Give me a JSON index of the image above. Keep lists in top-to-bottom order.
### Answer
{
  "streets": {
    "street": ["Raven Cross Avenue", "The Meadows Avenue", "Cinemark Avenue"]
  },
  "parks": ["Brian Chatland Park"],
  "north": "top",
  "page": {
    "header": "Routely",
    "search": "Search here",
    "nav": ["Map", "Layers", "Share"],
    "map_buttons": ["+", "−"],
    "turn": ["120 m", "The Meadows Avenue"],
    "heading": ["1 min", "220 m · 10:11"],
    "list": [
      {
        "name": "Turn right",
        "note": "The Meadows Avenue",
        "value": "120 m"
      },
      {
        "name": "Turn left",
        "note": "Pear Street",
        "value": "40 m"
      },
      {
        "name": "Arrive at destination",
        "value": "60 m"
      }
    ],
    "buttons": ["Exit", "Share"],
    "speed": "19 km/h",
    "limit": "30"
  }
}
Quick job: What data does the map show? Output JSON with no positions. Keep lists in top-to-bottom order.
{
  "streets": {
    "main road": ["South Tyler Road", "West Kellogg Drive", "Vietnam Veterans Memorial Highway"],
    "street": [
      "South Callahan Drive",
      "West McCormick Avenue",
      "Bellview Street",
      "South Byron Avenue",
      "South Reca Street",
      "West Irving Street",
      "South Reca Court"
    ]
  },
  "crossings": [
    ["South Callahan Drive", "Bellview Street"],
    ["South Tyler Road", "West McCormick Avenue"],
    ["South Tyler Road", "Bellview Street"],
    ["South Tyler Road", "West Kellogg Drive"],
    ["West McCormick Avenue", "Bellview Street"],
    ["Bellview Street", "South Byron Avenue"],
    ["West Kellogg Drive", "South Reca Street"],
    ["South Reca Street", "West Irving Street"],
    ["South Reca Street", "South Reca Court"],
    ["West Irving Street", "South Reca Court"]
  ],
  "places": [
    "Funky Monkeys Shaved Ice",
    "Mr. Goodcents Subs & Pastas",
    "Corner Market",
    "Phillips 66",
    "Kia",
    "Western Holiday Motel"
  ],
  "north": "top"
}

==================================================

* WHAT TO PRODUCE
Copy out every line from the records that has the word "note".

* WRITTEN RESPONSE
        "note": "The Meadows Avenue",
        "note": "Pear Street",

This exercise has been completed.